Each record that follows is to be transcribed exactly, excluding its images.

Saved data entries
###

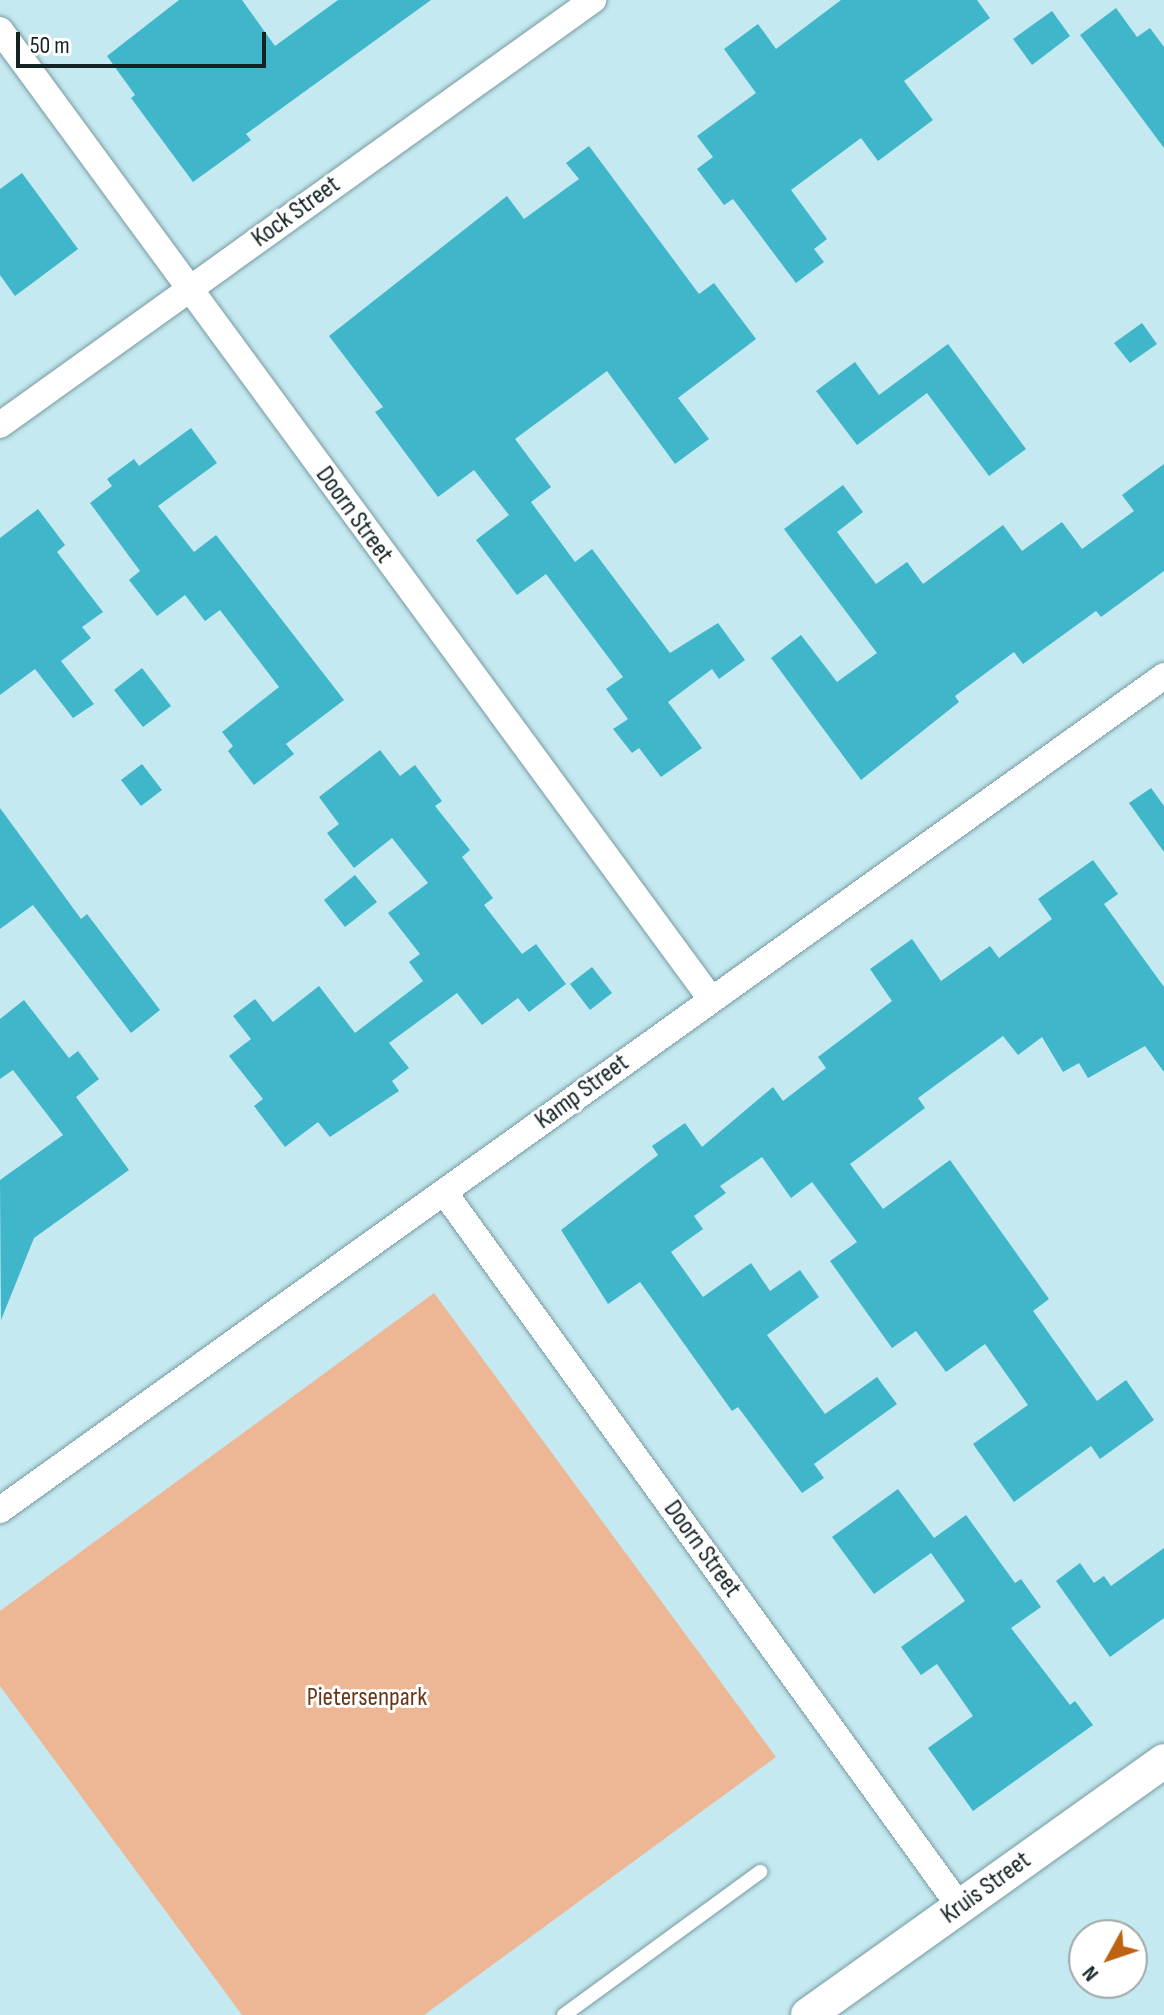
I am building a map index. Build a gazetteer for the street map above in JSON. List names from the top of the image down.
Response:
{
  "streets": {
    "street": [
      "Kock Street",
      "Doorn Street",
      "Kamp Street",
      "Kruis Street"
    ]
  },
  "crossings": [
    ["Kock Street", "Doorn Street"],
    ["Doorn Street", "Kamp Street"],
    ["Doorn Street", "Kruis Street"]
  ],
  "parks": ["Pietersenpark"],
  "scale_bar": "50 m",
  "north": "bottom left"
}
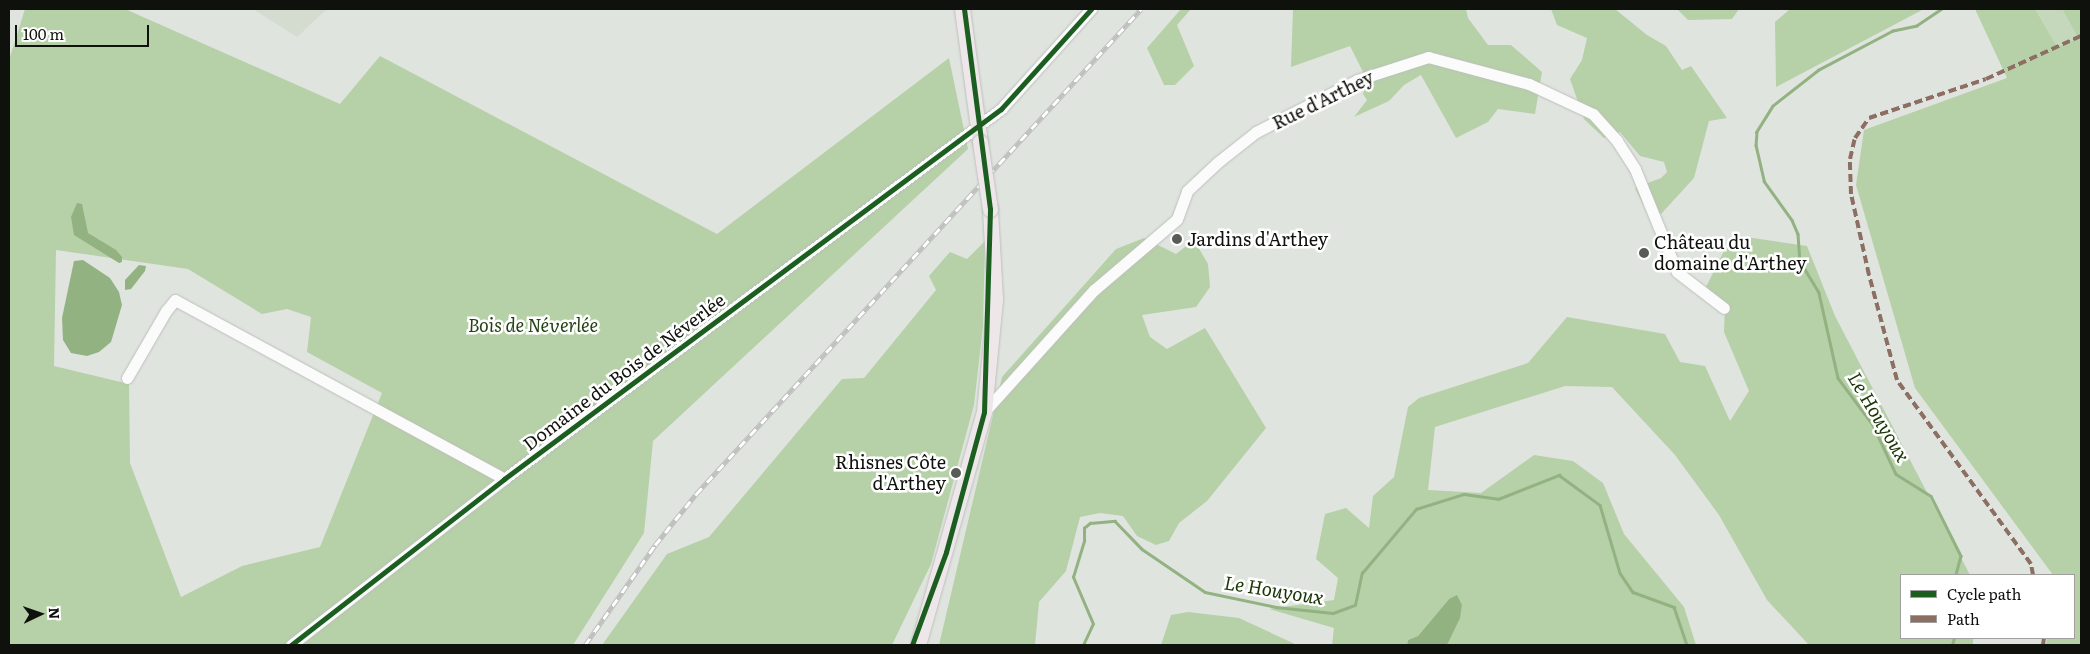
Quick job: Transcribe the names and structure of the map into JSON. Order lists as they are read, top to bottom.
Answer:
{
  "streets": {
    "street": ["Rue d'Arthey", "Domaine du Bois de Néverlée"]
  },
  "water": ["Le Houyoux"],
  "parks": ["Bois de Néverlée"],
  "places": ["Jardins d'Arthey", "Château du domaine d'Arthey", "Rhisnes Côte d'Arthey"],
  "legend": ["Cycle path", "Path"],
  "scale_bar": "100 m",
  "north": "right"
}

###

PROBLEM SOLUTION
I am building a map index. Build a gazetteer for the street map above in JSON. List names from the top of the image down.
Response:
{
  "streets": {
    "street": [
      "Kock Street",
      "Doorn Street",
      "Kamp Street",
      "Kruis Street"
    ]
  },
  "crossings": [
    ["Kock Street", "Doorn Street"],
    ["Doorn Street", "Kamp Street"],
    ["Doorn Street", "Kruis Street"]
  ],
  "parks": ["Pietersenpark"],
  "scale_bar": "50 m",
  "north": "bottom left"
}
Quick job: Transcribe the names and structure of the map into JSON. Order lists as they are read, top to bottom.
Answer:
{
  "streets": {
    "street": ["Rue d'Arthey", "Domaine du Bois de Néverlée"]
  },
  "water": ["Le Houyoux"],
  "parks": ["Bois de Néverlée"],
  "places": ["Jardins d'Arthey", "Château du domaine d'Arthey", "Rhisnes Côte d'Arthey"],
  "legend": ["Cycle path", "Path"],
  "scale_bar": "100 m",
  "north": "right"
}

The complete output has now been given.